• **Available data**

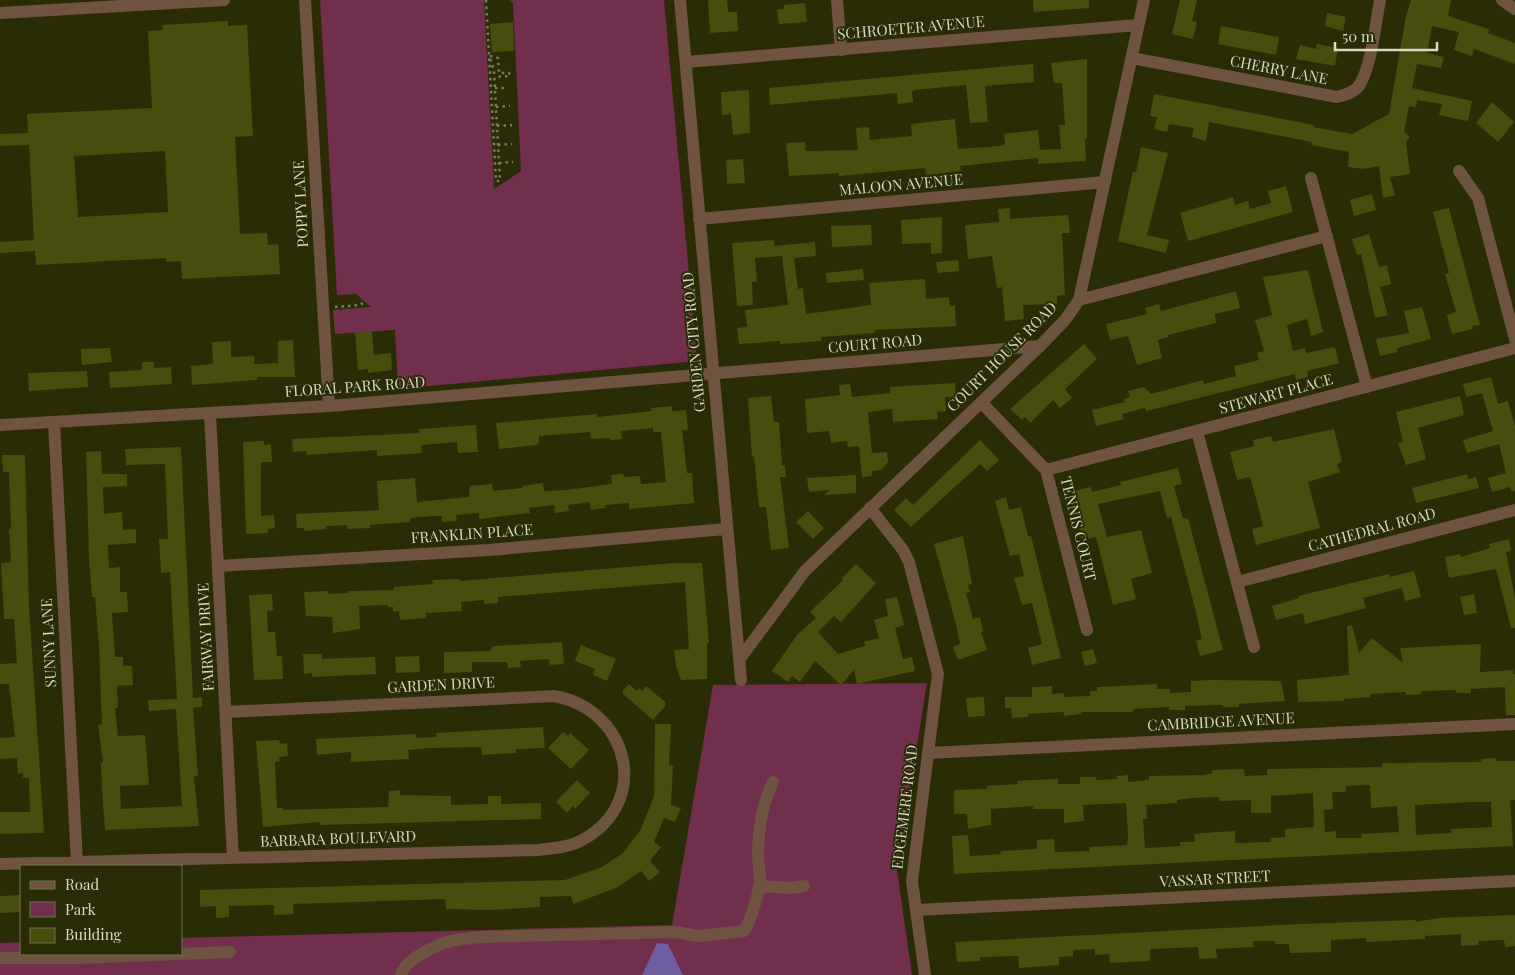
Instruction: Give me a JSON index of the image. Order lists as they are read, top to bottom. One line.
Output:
{"streets":{"street":["SCHROETER AVENUE","CHERRY LANE","MALOON AVENUE","POPPY LANE","GARDEN CITY ROAD","COURT ROAD","COURT HOUSE ROAD","FLORAL PARK ROAD","STEWART PLACE","TENNIS COURT","CATHEDRAL ROAD","FRANKLIN PLACE","FAIRWAY DRIVE","SUNNY LANE","GARDEN DRIVE","CAMBRIDGE AVENUE","EDGEMERE ROAD","BARBARA BOULEVARD","VASSAR STREET"]},"crossings":[["SCHROETER AVENUE","GARDEN CITY ROAD"],["SCHROETER AVENUE","COURT HOUSE ROAD"],["CHERRY LANE","COURT HOUSE ROAD"],["MALOON AVENUE","GARDEN CITY ROAD"],["MALOON AVENUE","COURT HOUSE ROAD"],["POPPY LANE","FLORAL PARK ROAD"],["GARDEN CITY ROAD","COURT ROAD"],["GARDEN CITY ROAD","COURT HOUSE ROAD"],["GARDEN CITY ROAD","FLORAL PARK ROAD"],["GARDEN CITY ROAD","FRANKLIN PLACE"],["COURT ROAD","COURT HOUSE ROAD"],["COURT ROAD","FLORAL PARK ROAD"],["COURT HOUSE ROAD","TENNIS COURT"],["COURT HOUSE ROAD","EDGEMERE ROAD"],["FLORAL PARK ROAD","FAIRWAY DRIVE"],["FLORAL PARK ROAD","SUNNY LANE"],["STEWART PLACE","TENNIS COURT"],["FRANKLIN PLACE","FAIRWAY DRIVE"],["FAIRWAY DRIVE","GARDEN DRIVE"],["FAIRWAY DRIVE","BARBARA BOULEVARD"],["SUNNY LANE","BARBARA BOULEVARD"],["GARDEN DRIVE","BARBARA BOULEVARD"],["CAMBRIDGE AVENUE","EDGEMERE ROAD"],["EDGEMERE ROAD","VASSAR STREET"]],"legend":["Road","Park","Building"],"scale_bar":"50 m"}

• **Problem**
Reproduce all the material exactly, omitting images.

• **Solution to the exercise**
Instruction: Give me a JSON index of the image. Order lists as they are read, top to bottom. One line.
Output:
{"streets":{"street":["SCHROETER AVENUE","CHERRY LANE","MALOON AVENUE","POPPY LANE","GARDEN CITY ROAD","COURT ROAD","COURT HOUSE ROAD","FLORAL PARK ROAD","STEWART PLACE","TENNIS COURT","CATHEDRAL ROAD","FRANKLIN PLACE","FAIRWAY DRIVE","SUNNY LANE","GARDEN DRIVE","CAMBRIDGE AVENUE","EDGEMERE ROAD","BARBARA BOULEVARD","VASSAR STREET"]},"crossings":[["SCHROETER AVENUE","GARDEN CITY ROAD"],["SCHROETER AVENUE","COURT HOUSE ROAD"],["CHERRY LANE","COURT HOUSE ROAD"],["MALOON AVENUE","GARDEN CITY ROAD"],["MALOON AVENUE","COURT HOUSE ROAD"],["POPPY LANE","FLORAL PARK ROAD"],["GARDEN CITY ROAD","COURT ROAD"],["GARDEN CITY ROAD","COURT HOUSE ROAD"],["GARDEN CITY ROAD","FLORAL PARK ROAD"],["GARDEN CITY ROAD","FRANKLIN PLACE"],["COURT ROAD","COURT HOUSE ROAD"],["COURT ROAD","FLORAL PARK ROAD"],["COURT HOUSE ROAD","TENNIS COURT"],["COURT HOUSE ROAD","EDGEMERE ROAD"],["FLORAL PARK ROAD","FAIRWAY DRIVE"],["FLORAL PARK ROAD","SUNNY LANE"],["STEWART PLACE","TENNIS COURT"],["FRANKLIN PLACE","FAIRWAY DRIVE"],["FAIRWAY DRIVE","GARDEN DRIVE"],["FAIRWAY DRIVE","BARBARA BOULEVARD"],["SUNNY LANE","BARBARA BOULEVARD"],["GARDEN DRIVE","BARBARA BOULEVARD"],["CAMBRIDGE AVENUE","EDGEMERE ROAD"],["EDGEMERE ROAD","VASSAR STREET"]],"legend":["Road","Park","Building"],"scale_bar":"50 m"}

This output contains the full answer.